‘UK still sells illegitimate regime arms’ - Islamic Invitation Turkey
Europe

‘UK still sells illegitimate regime arms’

lotfi_morteza20130212075122147

The UK government has kept selling arms including sniper rifles, pistols, combat shotguns and assault rifles to an illegitimate regime born out of a military coup in Madagascar, according to an informed source.

The government of Madagascar was toppled in March 2009 after the Malagasy army occupied the president’s palace and ousted the troubled but yet democratically elected President Marc Ravalomanana.

The president was forced into exile in South Africa by the army, who then installed a new president – a former DJ and the world’s youngest head of state, Andry Rajoelina.

The army promised to hold elections through a transition government, but several attempts to this end have ended in failure, with the latest attempt scheduled for May 2013.

After the military coup, Madagascar’s membership at the African Union was suspended and the EU and many other donor countries also suspended their aid programs to the country.

Since then, the country has been in a state of chaos with smuggling gangs known as the ‘rosewood mafia’, running most of Madagascar’s affairs, yet and despite all of this, the UK government has kept its arms exports licensed to the country in 2012 including assault rifles, combat shotguns, pistols and sniper rifles.

This comes as the army continues to be unaccountable with Amnesty International reporting on extra-judicial killings by Madagascar’s security forces.

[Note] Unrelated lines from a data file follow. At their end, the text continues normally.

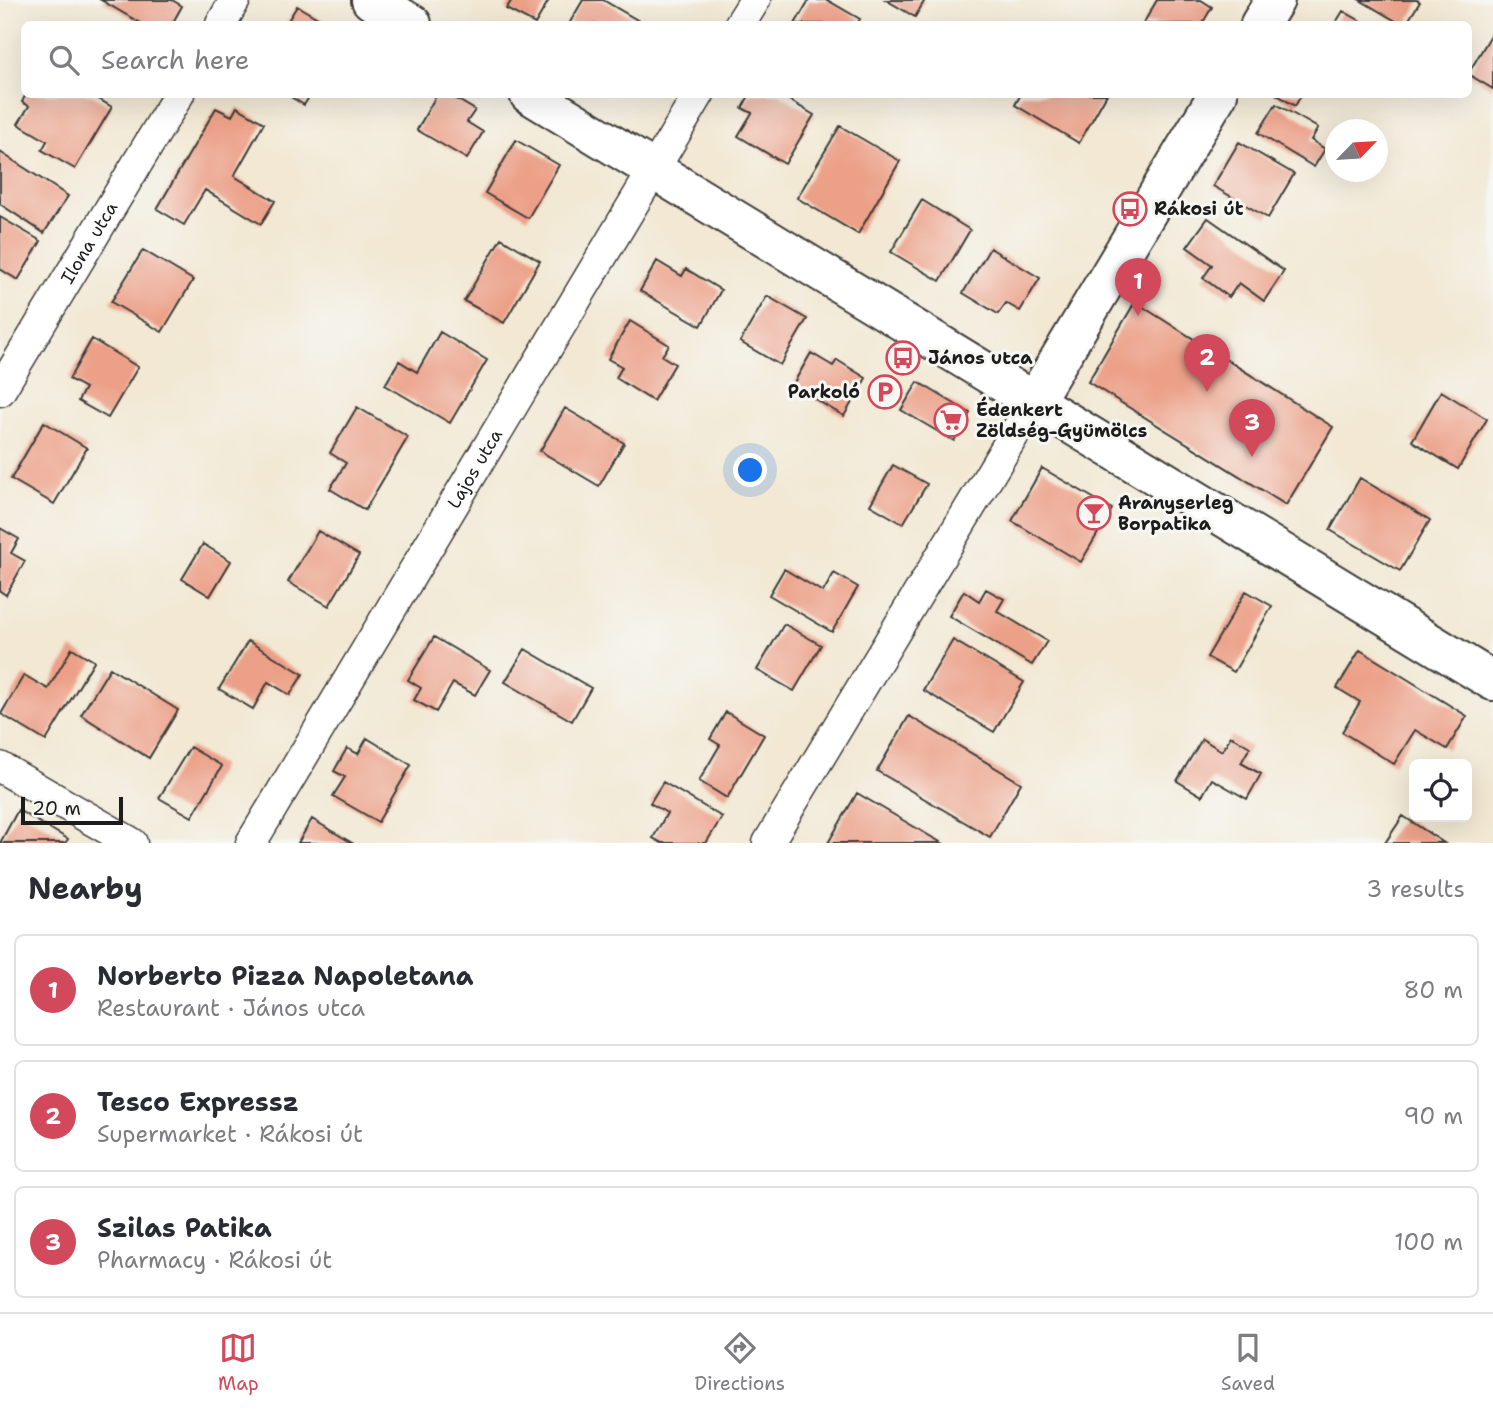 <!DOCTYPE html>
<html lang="en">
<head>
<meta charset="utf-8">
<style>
	body { margin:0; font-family:"Shantell Sans",sans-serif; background:#f2f2f3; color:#2b2b33 }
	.controls { position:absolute; right:21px; bottom:21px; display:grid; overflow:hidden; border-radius:10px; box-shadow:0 7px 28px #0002 }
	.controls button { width:63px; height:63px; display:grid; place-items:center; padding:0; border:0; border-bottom:2px solid #e1e1e2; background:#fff; color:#2b2b33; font:35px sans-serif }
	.compass { position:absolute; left:1325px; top:119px; width:63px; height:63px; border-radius:50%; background:#fff; box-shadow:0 7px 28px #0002; rotate:65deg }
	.scale { position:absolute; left:21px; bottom:18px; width:102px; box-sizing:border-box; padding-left:7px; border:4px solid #1c1c1c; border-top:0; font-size:19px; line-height:24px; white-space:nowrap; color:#1c1c1c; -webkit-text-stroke:5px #f6f6f2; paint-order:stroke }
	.you { position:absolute; left:751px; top:471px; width:24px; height:24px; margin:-18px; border:5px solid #fff; border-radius:50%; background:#1a73e8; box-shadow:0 0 0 10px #1a73e833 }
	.badge { display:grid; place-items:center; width:46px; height:46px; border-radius:50%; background:#d1495b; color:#fff; font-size:23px; font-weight:700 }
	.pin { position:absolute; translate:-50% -58px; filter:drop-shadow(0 2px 4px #0008) }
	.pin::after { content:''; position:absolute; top:37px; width:24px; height:21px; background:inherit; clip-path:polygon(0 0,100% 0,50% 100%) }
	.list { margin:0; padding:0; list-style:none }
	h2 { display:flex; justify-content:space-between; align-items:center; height:91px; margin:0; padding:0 28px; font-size:30px }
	h2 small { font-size:23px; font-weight:400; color:#7c7c81 }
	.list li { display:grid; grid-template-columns:46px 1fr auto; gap:21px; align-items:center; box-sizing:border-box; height:112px; margin:0 14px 14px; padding:0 14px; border:2px solid #e1e1e2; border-radius:10px }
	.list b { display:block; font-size:26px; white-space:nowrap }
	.list p { margin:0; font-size:23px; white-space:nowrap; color:#7c7c81 }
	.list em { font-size:23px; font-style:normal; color:#7c7c81 }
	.icon { flex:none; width:38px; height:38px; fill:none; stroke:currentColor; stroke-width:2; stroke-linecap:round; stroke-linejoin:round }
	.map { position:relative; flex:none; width:1493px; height:843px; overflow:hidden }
	.search { position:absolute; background:#fff; box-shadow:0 7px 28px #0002; left:21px; right:21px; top:21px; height:77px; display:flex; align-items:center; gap:18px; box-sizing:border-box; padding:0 24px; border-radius:10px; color:#7c7c81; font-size:26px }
	.sheet { height:469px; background:#fff }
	nav { display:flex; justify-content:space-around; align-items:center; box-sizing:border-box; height:98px; border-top:2px solid #e1e1e2; background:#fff; font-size:19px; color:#7c7c81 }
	nav a { display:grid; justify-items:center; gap:4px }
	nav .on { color:#d1495b }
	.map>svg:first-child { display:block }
	.building { fill:#eca088 }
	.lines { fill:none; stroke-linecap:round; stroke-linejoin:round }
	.street-casing { stroke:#3c3b37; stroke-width:33 }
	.secondary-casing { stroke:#3c3b37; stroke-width:42 }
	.street { stroke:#fff; stroke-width:30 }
	.secondary { stroke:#fff; stroke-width:38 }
	.labels { text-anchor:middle; stroke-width:6; stroke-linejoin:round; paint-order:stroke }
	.poi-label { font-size:18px; font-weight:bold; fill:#1c1c1c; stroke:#f6f6f2; text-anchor:start }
	.street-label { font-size:18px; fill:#1c1c1c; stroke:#f6f6f2 }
</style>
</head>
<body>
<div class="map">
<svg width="1493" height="843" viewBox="0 0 1493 843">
	<rect width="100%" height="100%" fill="#f6f6f2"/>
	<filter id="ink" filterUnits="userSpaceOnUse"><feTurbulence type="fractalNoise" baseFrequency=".0143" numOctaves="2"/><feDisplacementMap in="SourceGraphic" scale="14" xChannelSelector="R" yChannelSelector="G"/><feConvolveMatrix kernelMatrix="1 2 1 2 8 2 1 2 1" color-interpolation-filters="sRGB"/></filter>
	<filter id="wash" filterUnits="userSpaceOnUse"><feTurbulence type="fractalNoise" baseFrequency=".00686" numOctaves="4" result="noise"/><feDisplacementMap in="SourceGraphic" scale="28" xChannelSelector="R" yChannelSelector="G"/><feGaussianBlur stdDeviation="1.57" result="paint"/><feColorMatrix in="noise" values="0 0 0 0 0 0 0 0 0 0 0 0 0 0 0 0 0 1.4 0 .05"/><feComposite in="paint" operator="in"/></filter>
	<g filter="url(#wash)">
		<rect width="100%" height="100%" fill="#f2e8d3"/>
		<g id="blocks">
			<path class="building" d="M101 0H172L182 6 172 24H142Z
				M512 0H549L535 24 506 9Z
				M583 0H603L644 24H569Z
				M809 0H827L860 19 857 24H795Z
				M886 0H925L915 17Z
				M1157 0H1201L1212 7 1202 24H1143Z
				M1360 0H1417L1420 2 1406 24H1401Z
				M297 6 328 24H286Z
				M1343 11 1366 24H1335Z
				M1491 35 1493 36V89L1468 74Z
				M26 94H90L112 107 75 169 42 150 47 141 18 124 29 106 22 102Z
				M286 94H311L304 105Z
				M437 94H448L475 110 467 122 483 132 467 159 417 130Z
				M750 94H779L814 115 785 164 738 136 752 113 742 108Z
				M1021 94H1107L1079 143 1015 105Z
				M1276 94H1302L1295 106Z
				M1276 104 1318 128 1311 140 1325 149 1314 167 1258 133Z
				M237 107 264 123 234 176 275 201 261 224 205 190 184 225 157 209 216 108 232 116Z
				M840 126 900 161 858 234 797 198Z
				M516 140 559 165 528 218 485 193Z
				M1239 142 1294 174 1268 218 1213 186Z
				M0 152 68 196 44 233 0 204Z
				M922 200 970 230 940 281 891 252Z
				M0 217 41 241 18 280 0 269Z
				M1208 218 1284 271 1264 301 1239 283 1229 297 1203 278 1212 265 1187 247Z
				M501 238 540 261 504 323 464 301Z
				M990 248 1040 278 1020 311 1006 303 998 314 963 293Z
				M143 250 193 280 162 332 111 302Z
				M657 261 682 276 686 269 721 290 701 326 640 291Z
				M767 296 807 319 780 365 740 342Z
				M1135 302 1333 427 1286 505 1088 382Z
				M630 321 669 345 662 356 675 364 653 401 616 378 622 367 608 359Z
				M440 332 487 360 450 423 385 385 399 361 417 372Z
				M92 339 138 367 108 418 78 401 85 388 69 379Z
				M811 353 833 366 837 360 866 378 844 416 792 386Z
				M918 382 970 413 954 441 901 410Z
				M1441 391 1487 419 1458 469 1412 441Z
				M357 407 408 437 365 510 330 489 346 463 330 453Z
				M565 408 624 443 599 486 540 451Z
				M44 422 87 448 54 504 11 479Z
				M893 465 927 484 903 524 870 505Z
				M1042 468 1112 509 1081 562 1012 521Z
				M1360 478 1430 520 1400 571 1330 530Z
				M0 528 19 539 11 553 25 561 6 595 0 591Z
				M318 531 359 555 329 606 288 582Z
				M203 544 231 561 210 596 182 579Z
				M784 569 823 592 834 573 858 587 832 632 769 595Z
				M986 589 1004 599 997 611 1047 641 1032 665 949 616 964 591 979 601Z
				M1246 591 1272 606 1234 672 1207 657Z
				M784 624 821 645 794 691 757 670Z
				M434 637 490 670 475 695 453 683 436 712 414 700 421 688 408 680Z
				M953 640 1024 682 994 732 923 690Z
				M248 641 303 674 290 695 268 682 253 709 219 689Z
				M72 648 94 661 46 741 1 714 24 675 48 689Z
				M525 649 591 688 572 721 505 682Z
				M1360 650 1467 716 1447 749 1415 730 1394 764 1342 732 1360 702 1337 688Z
				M110 668 178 710 149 758 81 715Z
				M726 712 764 735 727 798 699 781 720 745 710 739Z
				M909 716 1021 783 990 837 877 771Z
				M1231 736 1250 747 1241 763 1261 774 1247 799 1212 779 1202 796 1177 781 1202 739 1222 751Z
				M367 738 411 765 378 822 333 796 345 777 334 771 347 748 358 754Z
				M190 747 222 766 192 817 159 798Z
				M663 782 722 817 706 843H662L653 838 667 813 650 803Z
				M857 793 928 835 942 843H828Z
				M18 810 68 839 65 843H0Z
				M1403 816 1444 843H1385Z
				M312 819 352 843H298Z"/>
		</g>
	</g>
	<g filter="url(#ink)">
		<use href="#blocks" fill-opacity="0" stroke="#3c3b37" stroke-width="2"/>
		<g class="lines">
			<defs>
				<g id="street">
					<path d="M221 24 235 0"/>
					<path d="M740 24 755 0"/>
					<path id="s1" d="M0 391 179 94"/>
					<path d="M0 767 132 843"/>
					<path id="s2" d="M251 843 699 94"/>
					<path d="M768 843 1033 403"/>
				</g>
				<path id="secondary" d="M371 0 412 24
					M1260 24 1275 0
					M529 94 1493 681
					M1033 403 1218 94"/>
			</defs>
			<use href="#street" class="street-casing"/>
			<use href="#secondary" class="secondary-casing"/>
			<use href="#street" class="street"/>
			<use href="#secondary" class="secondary"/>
		</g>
	</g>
	<defs>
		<symbol id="bus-ring" viewBox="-11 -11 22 22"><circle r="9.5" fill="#f6f6f2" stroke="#d1495b" stroke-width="1.5"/><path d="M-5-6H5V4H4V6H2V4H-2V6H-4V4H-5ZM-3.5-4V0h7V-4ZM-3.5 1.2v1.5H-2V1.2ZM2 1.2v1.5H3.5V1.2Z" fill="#d1495b"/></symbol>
		<symbol id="parking-ring" viewBox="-11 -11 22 22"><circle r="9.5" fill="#f6f6f2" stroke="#d1495b" stroke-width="1.5"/><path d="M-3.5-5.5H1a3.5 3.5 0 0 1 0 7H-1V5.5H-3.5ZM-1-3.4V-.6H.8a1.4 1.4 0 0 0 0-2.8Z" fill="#d1495b"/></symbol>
		<symbol id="supermarket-ring" viewBox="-11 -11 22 22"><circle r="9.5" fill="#f6f6f2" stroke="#d1495b" stroke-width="1.5"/><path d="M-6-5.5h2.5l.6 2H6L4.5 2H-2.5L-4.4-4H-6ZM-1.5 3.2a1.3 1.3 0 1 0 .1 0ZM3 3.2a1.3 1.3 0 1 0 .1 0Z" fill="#d1495b"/></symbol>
		<symbol id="bar-ring" viewBox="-11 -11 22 22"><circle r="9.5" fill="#f6f6f2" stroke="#d1495b" stroke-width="1.5"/><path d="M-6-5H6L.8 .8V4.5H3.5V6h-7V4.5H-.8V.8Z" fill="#d1495b"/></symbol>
	</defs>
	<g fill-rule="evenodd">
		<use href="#bus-ring" x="1111" y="190" width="38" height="38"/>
		<use href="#bus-ring" x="884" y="339" width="38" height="38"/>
		<use href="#parking-ring" x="866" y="373" width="38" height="38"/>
		<use href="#supermarket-ring" x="932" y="401" width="38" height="38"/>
		<use href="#bar-ring" x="1075" y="494" width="38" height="38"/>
	</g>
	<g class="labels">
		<g class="poi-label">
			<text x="1154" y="215">Rákosi út</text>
			<text x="928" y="364">János utca</text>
			<text x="860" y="398" text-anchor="end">Parkoló</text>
			<text x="976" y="416">Édenkert<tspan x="976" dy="21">Zöldség-Gyümölcs</tspan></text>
			<text x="1118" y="509">Aranyserleg<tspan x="1118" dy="21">Borpatika</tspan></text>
		</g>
		<g class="street-label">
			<text dy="6" stroke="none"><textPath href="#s1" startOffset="173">Ilona utca</textPath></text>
			<text dy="6" stroke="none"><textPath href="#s2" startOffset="436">Lajos utca</textPath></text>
		</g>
	</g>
</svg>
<div class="controls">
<button><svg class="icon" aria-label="locate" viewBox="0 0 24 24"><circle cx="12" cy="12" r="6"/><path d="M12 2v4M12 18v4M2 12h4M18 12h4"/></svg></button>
</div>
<svg class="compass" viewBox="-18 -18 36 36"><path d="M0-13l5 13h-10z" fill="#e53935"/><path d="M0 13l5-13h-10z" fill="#7c7c81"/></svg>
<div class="scale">20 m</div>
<div class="you"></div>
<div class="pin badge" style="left:1138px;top:316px">1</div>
<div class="pin badge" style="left:1207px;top:392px">2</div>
<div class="pin badge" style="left:1252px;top:457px">3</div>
<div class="search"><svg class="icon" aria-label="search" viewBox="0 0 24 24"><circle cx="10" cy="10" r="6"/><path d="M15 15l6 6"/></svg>Search here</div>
</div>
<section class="sheet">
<h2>Nearby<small>3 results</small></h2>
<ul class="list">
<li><span class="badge">1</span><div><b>Norberto Pizza Napoletana</b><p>Restaurant · János utca</p></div><em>80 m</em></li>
<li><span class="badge">2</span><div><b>Tesco Expressz</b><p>Supermarket · Rákosi út</p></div><em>90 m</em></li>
<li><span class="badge">3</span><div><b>Szilas Patika</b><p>Pharmacy · Rákosi út</p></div><em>100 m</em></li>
</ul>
</section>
<nav>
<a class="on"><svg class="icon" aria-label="map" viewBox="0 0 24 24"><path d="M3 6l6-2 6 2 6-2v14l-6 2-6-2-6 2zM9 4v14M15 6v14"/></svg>Map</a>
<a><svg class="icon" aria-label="directions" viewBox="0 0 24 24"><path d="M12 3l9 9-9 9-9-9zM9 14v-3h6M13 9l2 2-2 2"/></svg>Directions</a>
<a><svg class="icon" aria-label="saved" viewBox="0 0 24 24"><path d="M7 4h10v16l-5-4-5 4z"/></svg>Saved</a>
</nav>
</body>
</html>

Meanwhile, the Small Arms Survey for 2011 has reported that military personnel routinely rent out their weapons to supplement their incomes, and that there is a “complete lack of small arms stockpile management”.

Also, a UN investigation found evidence of widespread collusion between armed forces and smuggling gangs.

“The availability of firearms appears to be rising at an alarming rate”, says the investigation, which heard reports of armed robbery conducted with military weapons, and the presence of private militias on the island.

Nevertheless, Britain has been supplying an illegitimate regime with weapons, and permitting arms exports that might be used in criminal activity.

According to the source, quite recently, at a meeting of the Committees on Arms Export Controls of the House of Commons the issue of arms sales to Madagascar was raised.

When asked if there was a risk that these so-called ‘anti-piracy’ shipments might end up in the wrong hands, Foreign Secretary William Hague tried to reassure the committee that the companies involved would need to store the weapons in proper arsenals, “usually with the country’s national security organisation”.

But, since Madagascar’s forces are known to collude in criminal activity and support the undemocratic regime, this is no reassurance at all.

And, it’s time for Britain to come clean about its arms sales to Madagascar, because there are a whole series of unanswered questions.

However, the UK coalition government defends the policy of flogging weaponry to dictatorships in the Middle East region and South Africa irrespective of all human rights concerns and the countries’ undemocratic regimes.